# MATH 307 Assignment 3

* See [Mathematical Python](https://www.math.ubc.ca/~pwalls/math-python/) for an introduction to Python and Jupyter
* See [MATH 307 Jupyter Notebooks](https://ubcmath.github.io/MATH307/) for examples
* Run the tests to verify your solutions but note there are **hidden tests**
* Submit your `.ipynb` notebook file to Canvas

In [None]:
import numpy as np
import scipy.linalg as la
import matplotlib.pyplot as plt

# Problem 1 (4 marks)

The following code imports and plots a dataset:

In [None]:
data = np.genfromtxt('data.csv',delimiter=',')
t = data[:,0]
y = data[:,1]
plt.plot(t,y,'.')
plt.show()

Find a model of the form

$$
f(t) = c_0 + c_1 e^{-t} + c_2 e^{-2t} + c_3 e^{-3t}
$$

which best fits the data (by minimizing the sum of squared errors SSE). Save the coefficients as vector `c`.

In [None]:
# YOUR CODE HERE
c = 

In [None]:
"Verify type and size of c. (2 marks)"
assert isinstance(c,np.ndarray)
assert c.size == 4
print("Problem 1 Test 1: Success!")

In [None]:
"Verify value c. This cell contains hidden tests. (2 marks)"
assert np.round(c[0],1) == 1.7
print("Problem 1 Test 2: Success!")

Plot the result:

In [None]:
y_pred = c[0] + c[1]*np.exp(-t) + c[2]*np.exp(-2*t)+ c[3]*np.exp(-3*t)
plt.plot(t,y,'b.',t,y_pred,'r')
plt.show()

## Problem 2 (5 marks)

Compute eigenvalues and eigenvectors of a matrix $A$ with the function [`scipy.linalg.eig`](https://docs.scipy.org/doc/scipy/reference/generated/scipy.linalg.eig.html). The function returns eigenvalues as a vector and the eigenvectors as a matrix where column $i$ is the eigenvector with eignvalue in entry $i$ of the eigenvalue vector. For example, in the cell below, verify the eigenvalues and eigenectors of $A$ where

$$
A = \begin{bmatrix} 5 & 1 \\ 1 & 5 \end{bmatrix} \hspace{20mm}
\lambda_1 = 6 \ , \ \mathbf{v}_1 = \frac{1}{\sqrt{2}} \begin{bmatrix} 1 \\ 1 \end{bmatrix} \hspace{20mm}
\lambda_2 = 4 \ , \ \mathbf{v}_2 = \frac{1}{\sqrt{2}} \begin{bmatrix} 1 \\ -1 \end{bmatrix} \hspace{20mm}  
$$

Notice that eigenvalues are always returned as complex numbers.

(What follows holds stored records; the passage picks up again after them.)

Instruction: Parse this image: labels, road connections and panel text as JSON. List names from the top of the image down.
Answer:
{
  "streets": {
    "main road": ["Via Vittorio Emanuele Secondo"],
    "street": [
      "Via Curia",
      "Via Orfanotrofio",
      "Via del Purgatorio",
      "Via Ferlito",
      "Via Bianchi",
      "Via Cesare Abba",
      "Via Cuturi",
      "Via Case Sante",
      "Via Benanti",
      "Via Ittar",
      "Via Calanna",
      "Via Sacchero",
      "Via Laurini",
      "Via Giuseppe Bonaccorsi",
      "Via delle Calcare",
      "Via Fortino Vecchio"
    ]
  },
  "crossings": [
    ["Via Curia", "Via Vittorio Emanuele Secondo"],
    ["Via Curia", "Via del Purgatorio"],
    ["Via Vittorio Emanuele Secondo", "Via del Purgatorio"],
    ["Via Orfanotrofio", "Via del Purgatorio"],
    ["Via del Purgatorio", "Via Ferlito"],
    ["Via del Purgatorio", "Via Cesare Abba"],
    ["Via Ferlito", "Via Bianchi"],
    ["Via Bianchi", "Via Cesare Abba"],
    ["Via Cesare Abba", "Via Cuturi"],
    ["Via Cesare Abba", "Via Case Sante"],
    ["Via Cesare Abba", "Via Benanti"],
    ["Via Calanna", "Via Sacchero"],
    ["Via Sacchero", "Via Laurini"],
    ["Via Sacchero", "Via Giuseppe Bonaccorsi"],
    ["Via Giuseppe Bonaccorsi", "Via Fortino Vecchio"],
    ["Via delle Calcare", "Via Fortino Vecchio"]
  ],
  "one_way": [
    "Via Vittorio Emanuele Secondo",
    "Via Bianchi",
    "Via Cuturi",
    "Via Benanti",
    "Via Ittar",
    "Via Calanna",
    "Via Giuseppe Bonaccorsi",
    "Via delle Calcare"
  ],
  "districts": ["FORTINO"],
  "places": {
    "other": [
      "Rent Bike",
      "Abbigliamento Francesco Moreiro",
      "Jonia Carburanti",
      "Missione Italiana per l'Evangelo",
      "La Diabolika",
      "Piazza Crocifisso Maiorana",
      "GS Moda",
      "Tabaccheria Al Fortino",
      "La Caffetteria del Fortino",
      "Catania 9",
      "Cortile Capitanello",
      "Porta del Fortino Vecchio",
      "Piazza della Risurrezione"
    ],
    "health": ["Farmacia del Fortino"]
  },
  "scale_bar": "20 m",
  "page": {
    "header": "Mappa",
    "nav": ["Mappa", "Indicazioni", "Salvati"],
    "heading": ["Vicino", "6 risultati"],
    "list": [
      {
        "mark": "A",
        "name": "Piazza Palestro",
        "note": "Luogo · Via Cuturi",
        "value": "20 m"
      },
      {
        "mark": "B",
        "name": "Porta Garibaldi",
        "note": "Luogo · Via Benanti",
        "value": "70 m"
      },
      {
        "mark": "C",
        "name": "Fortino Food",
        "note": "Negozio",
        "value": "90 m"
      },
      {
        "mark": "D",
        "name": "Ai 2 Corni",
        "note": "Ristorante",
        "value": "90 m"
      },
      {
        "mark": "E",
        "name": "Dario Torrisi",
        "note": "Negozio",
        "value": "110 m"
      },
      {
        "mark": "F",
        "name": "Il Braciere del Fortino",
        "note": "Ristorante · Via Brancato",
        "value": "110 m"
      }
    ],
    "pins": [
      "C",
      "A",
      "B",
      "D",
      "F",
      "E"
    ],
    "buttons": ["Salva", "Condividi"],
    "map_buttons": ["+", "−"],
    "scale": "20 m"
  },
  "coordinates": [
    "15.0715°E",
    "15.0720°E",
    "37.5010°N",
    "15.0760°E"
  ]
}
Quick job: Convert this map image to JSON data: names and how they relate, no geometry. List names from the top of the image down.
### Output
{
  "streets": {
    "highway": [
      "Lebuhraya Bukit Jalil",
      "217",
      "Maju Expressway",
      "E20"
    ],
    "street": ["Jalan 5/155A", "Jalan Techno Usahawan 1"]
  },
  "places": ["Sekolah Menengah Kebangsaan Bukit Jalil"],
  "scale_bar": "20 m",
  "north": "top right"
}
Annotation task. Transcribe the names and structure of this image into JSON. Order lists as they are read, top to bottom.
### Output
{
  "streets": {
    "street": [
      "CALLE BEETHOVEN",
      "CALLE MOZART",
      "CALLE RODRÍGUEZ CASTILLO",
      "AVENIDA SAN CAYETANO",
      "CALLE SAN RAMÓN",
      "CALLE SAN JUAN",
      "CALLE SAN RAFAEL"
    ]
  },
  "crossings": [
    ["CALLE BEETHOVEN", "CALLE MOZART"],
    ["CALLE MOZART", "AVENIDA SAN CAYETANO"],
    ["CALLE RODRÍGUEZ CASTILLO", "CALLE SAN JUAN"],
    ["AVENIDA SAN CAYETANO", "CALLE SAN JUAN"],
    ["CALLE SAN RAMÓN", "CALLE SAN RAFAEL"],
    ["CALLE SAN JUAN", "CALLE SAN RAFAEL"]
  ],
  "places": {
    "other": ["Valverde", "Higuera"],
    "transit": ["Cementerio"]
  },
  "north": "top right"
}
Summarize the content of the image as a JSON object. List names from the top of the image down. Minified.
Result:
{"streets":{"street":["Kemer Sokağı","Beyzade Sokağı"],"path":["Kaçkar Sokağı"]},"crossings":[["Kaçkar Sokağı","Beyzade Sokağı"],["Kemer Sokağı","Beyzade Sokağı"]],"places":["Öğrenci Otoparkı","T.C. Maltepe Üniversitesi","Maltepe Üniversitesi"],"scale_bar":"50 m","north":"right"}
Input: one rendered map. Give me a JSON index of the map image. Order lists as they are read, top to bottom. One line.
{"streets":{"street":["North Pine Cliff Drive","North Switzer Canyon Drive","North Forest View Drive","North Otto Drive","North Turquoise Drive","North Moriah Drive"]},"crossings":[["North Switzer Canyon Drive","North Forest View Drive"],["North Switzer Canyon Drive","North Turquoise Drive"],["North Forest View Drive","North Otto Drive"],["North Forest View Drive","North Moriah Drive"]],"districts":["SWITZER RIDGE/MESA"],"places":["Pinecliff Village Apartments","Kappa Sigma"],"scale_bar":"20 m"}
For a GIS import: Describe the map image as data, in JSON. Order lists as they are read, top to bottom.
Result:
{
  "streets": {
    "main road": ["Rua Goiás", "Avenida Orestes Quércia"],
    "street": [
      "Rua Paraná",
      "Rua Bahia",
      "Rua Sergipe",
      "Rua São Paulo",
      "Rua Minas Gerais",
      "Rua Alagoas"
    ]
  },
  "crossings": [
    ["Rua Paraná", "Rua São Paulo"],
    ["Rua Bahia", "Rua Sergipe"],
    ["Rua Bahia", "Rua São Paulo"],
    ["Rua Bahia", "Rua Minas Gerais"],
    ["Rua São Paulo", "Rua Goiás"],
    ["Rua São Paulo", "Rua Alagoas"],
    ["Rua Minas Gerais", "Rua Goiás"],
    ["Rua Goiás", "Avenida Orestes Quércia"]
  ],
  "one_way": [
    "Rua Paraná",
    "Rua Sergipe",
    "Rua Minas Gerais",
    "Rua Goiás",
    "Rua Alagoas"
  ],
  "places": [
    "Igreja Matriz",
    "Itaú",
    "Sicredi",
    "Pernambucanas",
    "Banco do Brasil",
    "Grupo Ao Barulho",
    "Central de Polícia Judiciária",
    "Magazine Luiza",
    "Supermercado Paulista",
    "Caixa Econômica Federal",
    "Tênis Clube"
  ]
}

Real eigenvalues simply have 0 imaginary part which SciPy writes as `0.j`.

In [None]:
A = np.array([[5.,1.],[1.,5.]])
evals, evecs = la.eig(A)

print("Eignvalues:")
print(evals,"\n")
print("Eigenvectors:")
print(evecs)

The goal of this exercise is to compute the eigenvalues of $A_1A_1^T$ where $A_1$ is a Vandermonde matrix and then use the result to compute the condition number of $A_1$.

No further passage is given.